AVAILABLE RECORDS Block Start
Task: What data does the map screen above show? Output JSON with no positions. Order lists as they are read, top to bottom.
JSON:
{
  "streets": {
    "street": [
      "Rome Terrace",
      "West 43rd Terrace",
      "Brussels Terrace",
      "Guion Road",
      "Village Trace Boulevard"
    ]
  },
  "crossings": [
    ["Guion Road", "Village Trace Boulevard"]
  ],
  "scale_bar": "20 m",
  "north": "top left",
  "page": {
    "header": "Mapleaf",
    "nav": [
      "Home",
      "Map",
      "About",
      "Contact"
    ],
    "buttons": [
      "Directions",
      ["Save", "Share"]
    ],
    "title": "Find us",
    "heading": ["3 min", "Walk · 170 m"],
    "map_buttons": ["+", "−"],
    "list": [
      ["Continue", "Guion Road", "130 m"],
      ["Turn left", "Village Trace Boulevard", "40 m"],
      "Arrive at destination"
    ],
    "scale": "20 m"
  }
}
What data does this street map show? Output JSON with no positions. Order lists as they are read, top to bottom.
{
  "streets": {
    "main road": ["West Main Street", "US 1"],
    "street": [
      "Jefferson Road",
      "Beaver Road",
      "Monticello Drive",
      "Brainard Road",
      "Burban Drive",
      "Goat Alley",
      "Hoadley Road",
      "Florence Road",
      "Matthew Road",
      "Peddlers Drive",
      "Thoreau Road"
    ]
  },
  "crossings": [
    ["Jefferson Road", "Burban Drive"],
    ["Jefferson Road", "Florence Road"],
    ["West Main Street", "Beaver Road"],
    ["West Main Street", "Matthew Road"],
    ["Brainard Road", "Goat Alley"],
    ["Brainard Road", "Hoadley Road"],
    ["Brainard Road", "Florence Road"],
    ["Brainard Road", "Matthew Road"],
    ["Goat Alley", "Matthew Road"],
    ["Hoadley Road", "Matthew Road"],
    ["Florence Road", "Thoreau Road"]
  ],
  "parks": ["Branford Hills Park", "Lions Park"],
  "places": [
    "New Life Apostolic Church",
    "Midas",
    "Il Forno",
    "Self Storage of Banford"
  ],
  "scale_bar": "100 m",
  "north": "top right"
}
AVAILABLE RECORDS Block End
→ **WHAT THE EXERCISE ASKS**: Retype the entries in full. Keep every line identical.

→ **RESULT**:
Task: What data does the map screen above show? Output JSON with no positions. Order lists as they are read, top to bottom.
JSON:
{
  "streets": {
    "street": [
      "Rome Terrace",
      "West 43rd Terrace",
      "Brussels Terrace",
      "Guion Road",
      "Village Trace Boulevard"
    ]
  },
  "crossings": [
    ["Guion Road", "Village Trace Boulevard"]
  ],
  "scale_bar": "20 m",
  "north": "top left",
  "page": {
    "header": "Mapleaf",
    "nav": [
      "Home",
      "Map",
      "About",
      "Contact"
    ],
    "buttons": [
      "Directions",
      ["Save", "Share"]
    ],
    "title": "Find us",
    "heading": ["3 min", "Walk · 170 m"],
    "map_buttons": ["+", "−"],
    "list": [
      ["Continue", "Guion Road", "130 m"],
      ["Turn left", "Village Trace Boulevard", "40 m"],
      "Arrive at destination"
    ],
    "scale": "20 m"
  }
}
What data does this street map show? Output JSON with no positions. Order lists as they are read, top to bottom.
{
  "streets": {
    "main road": ["West Main Street", "US 1"],
    "street": [
      "Jefferson Road",
      "Beaver Road",
      "Monticello Drive",
      "Brainard Road",
      "Burban Drive",
      "Goat Alley",
      "Hoadley Road",
      "Florence Road",
      "Matthew Road",
      "Peddlers Drive",
      "Thoreau Road"
    ]
  },
  "crossings": [
    ["Jefferson Road", "Burban Drive"],
    ["Jefferson Road", "Florence Road"],
    ["West Main Street", "Beaver Road"],
    ["West Main Street", "Matthew Road"],
    ["Brainard Road", "Goat Alley"],
    ["Brainard Road", "Hoadley Road"],
    ["Brainard Road", "Florence Road"],
    ["Brainard Road", "Matthew Road"],
    ["Goat Alley", "Matthew Road"],
    ["Hoadley Road", "Matthew Road"],
    ["Florence Road", "Thoreau Road"]
  ],
  "parks": ["Branford Hills Park", "Lions Park"],
  "places": [
    "New Life Apostolic Church",
    "Midas",
    "Il Forno",
    "Self Storage of Banford"
  ],
  "scale_bar": "100 m",
  "north": "top right"
}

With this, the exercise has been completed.